The Ouray County Plaindealer is a weekly newspaper based in Ouray County, Colorado, United States, and owned by Mike Wiggins and Erin McIntyre. It is the newspaper of record for the City of Ouray, Town of Ridgway, and Ouray County. It publishes every Thursday.

==History==
The Plaindealer was founded as the Ouray Times, publishing its first edition June 23, 1877. It published weekly until 1886, when it was renamed the Ouray Budget and ran alternately as a weekly and a daily. In 1888, a new owner changed the name to the Ouray Plaindealer. The Plaindealer consolidated in 1892 with the San Juan Silverite, becoming known as the Silverite Plaindealer, which published daily until 1898. It then published weekly until 1901, when it dropped the Silverite part of its name. In 1922, the Plaindealer again consolidated, with the Ouray Herald, to become the Ouray Herald and Plaindealer. That name stuck until 1939, when it became simply the Ouray County Herald.

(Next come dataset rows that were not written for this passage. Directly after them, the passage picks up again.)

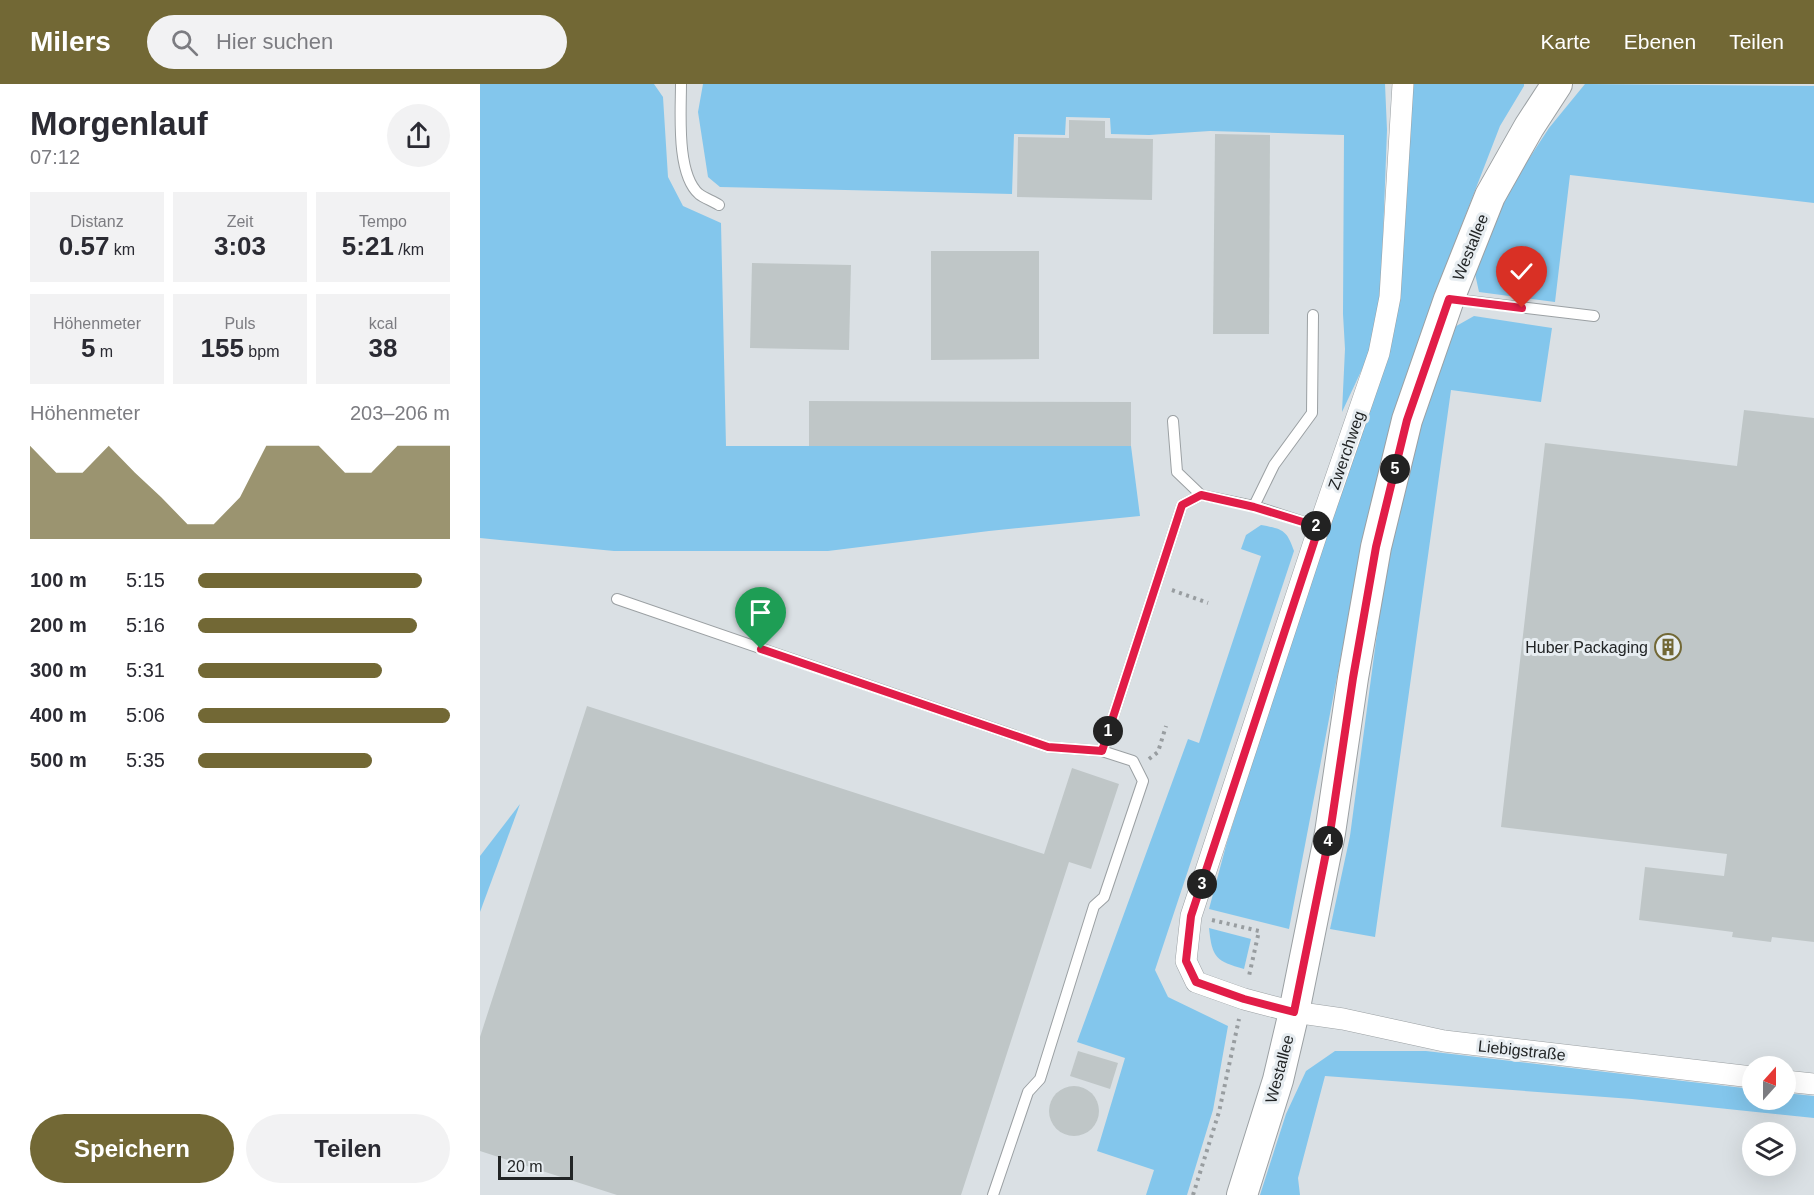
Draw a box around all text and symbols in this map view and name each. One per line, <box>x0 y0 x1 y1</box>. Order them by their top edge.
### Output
search box <box>147 15 567 69</box>
text: Milers <box>30 26 111 57</box>
icon: search <box>168 26 201 59</box>
text: Hier suchen <box>216 29 333 54</box>
text: Karte <box>1541 30 1591 53</box>
text: Ebenen <box>1624 30 1696 53</box>
text: Teilen <box>1729 30 1784 53</box>
button: share <box>387 104 450 167</box>
text: Morgenlauf <box>30 105 208 142</box>
text: 07:12 <box>30 146 80 168</box>
street label: Westallee <box>1449 211 1491 283</box>
text: Distanz <box>70 213 124 230</box>
text: Zeit <box>227 213 253 230</box>
text: Tempo <box>359 213 407 230</box>
text: 0.57 <box>59 231 109 261</box>
text: 3:03 <box>214 231 266 261</box>
text: 5:21 <box>342 231 394 261</box>
text: km <box>109 241 135 258</box>
text: /km <box>394 241 424 258</box>
pin <box>1496 246 1547 308</box>
icon: check <box>1505 255 1538 288</box>
text: Höhenmeter <box>53 315 141 332</box>
text: Puls <box>224 315 256 332</box>
text: kcal <box>369 315 397 332</box>
text: 5 <box>81 333 95 363</box>
text: 155 <box>201 333 244 363</box>
text: 38 <box>369 333 397 363</box>
text: m <box>95 343 113 360</box>
text: bpm <box>244 343 279 360</box>
text: Höhenmeter <box>30 402 140 424</box>
text: 203–206 m <box>350 402 450 424</box>
street label: Zwerchweg <box>1325 409 1368 492</box>
pin: 5 <box>1380 454 1410 484</box>
text: 5 <box>1391 460 1399 477</box>
pin: 2 <box>1301 511 1331 541</box>
text: 2 <box>1312 517 1320 534</box>
text: 100 m <box>30 569 87 591</box>
text: 5:15 <box>126 569 165 591</box>
pin <box>735 587 786 649</box>
icon: arrive <box>744 596 777 629</box>
text: 200 m <box>30 614 87 636</box>
text: 5:16 <box>126 614 165 636</box>
building icon: Huber Packaging <box>1653 632 1683 662</box>
place label: Huber Packaging <box>1525 639 1648 656</box>
text: 300 m <box>30 659 87 681</box>
text: 5:31 <box>126 659 165 681</box>
text: 400 m <box>30 704 87 726</box>
text: 5:06 <box>126 704 165 726</box>
pin: 1 <box>1093 716 1123 746</box>
text: 1 <box>1104 722 1112 739</box>
text: 500 m <box>30 749 87 771</box>
text: 5:35 <box>126 749 165 771</box>
pin: 4 <box>1313 826 1343 856</box>
text: 4 <box>1324 832 1332 849</box>
pin: 3 <box>1187 869 1217 899</box>
text: 3 <box>1198 875 1206 892</box>
street label: Westallee <box>1262 1033 1297 1105</box>
street label: Liebigstraße <box>1477 1037 1567 1064</box>
north arrow <box>1742 1056 1796 1110</box>
map controls <box>1742 1056 1796 1176</box>
button: Speichern <box>30 1114 234 1183</box>
button: Teilen <box>246 1114 450 1183</box>
button: layers <box>1742 1122 1796 1176</box>
scale bar <box>498 1153 573 1180</box>
text: 20 m <box>507 1158 543 1175</box>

The Herald then fell dormant until 1969, when it was revived by Joyce Jorgensen and renamed the Ouray County Plaindealer, which has remained its name. Jorgensen, also an artist, was the editor and publisher. David Mullings bought the newspaper in 1995. Mullings' Ouray County Newspapers also owned the Ridgway Sun and the Silverton Standard in Silverton.

In 2010, the Sun and the Plaindealer were sold to Alan Todd and Beecher Threatt, publishing as 550 Publishing. In 2011, the Sun was merged into the Plaindealer and the Ouray County Plaindealer is now the official newspaper of the Town of Ridgway, the City of Ouray and Ouray County. In 2019, the Plaindealer was sold to Mike Wiggins and Erin McIntyre.

In January 2024, the Plaindealer published a story alleging a violent sexual assault against a teenaged girl at the home of the Ouray police chief. Press reports indicate that "nearly every copy" of the issue was stolen from 12 of the 13 news racks in the county. The paper received some $2,000 in donations, and printed and distributed another run. The stolen papers were later returned in a garbage bag.

==Awards==
The Plaindealer is a frequent winner of Colorado Press Association awards in its class, and in 2007, publisher David Mullings received the state's "Service to the First" (Amendment) award for initiating legal action against the Ouray County Board of County Commissioners that resulted in an open process of selecting planning commissioners.

In 2021, co-publishers Mike Wiggins and Erin McIntyre jointly received the "Keeper of the Flame" award of the Colorado chapter of the Society of Professional Journalists. and the "rising star" award of the Colorado Press Association.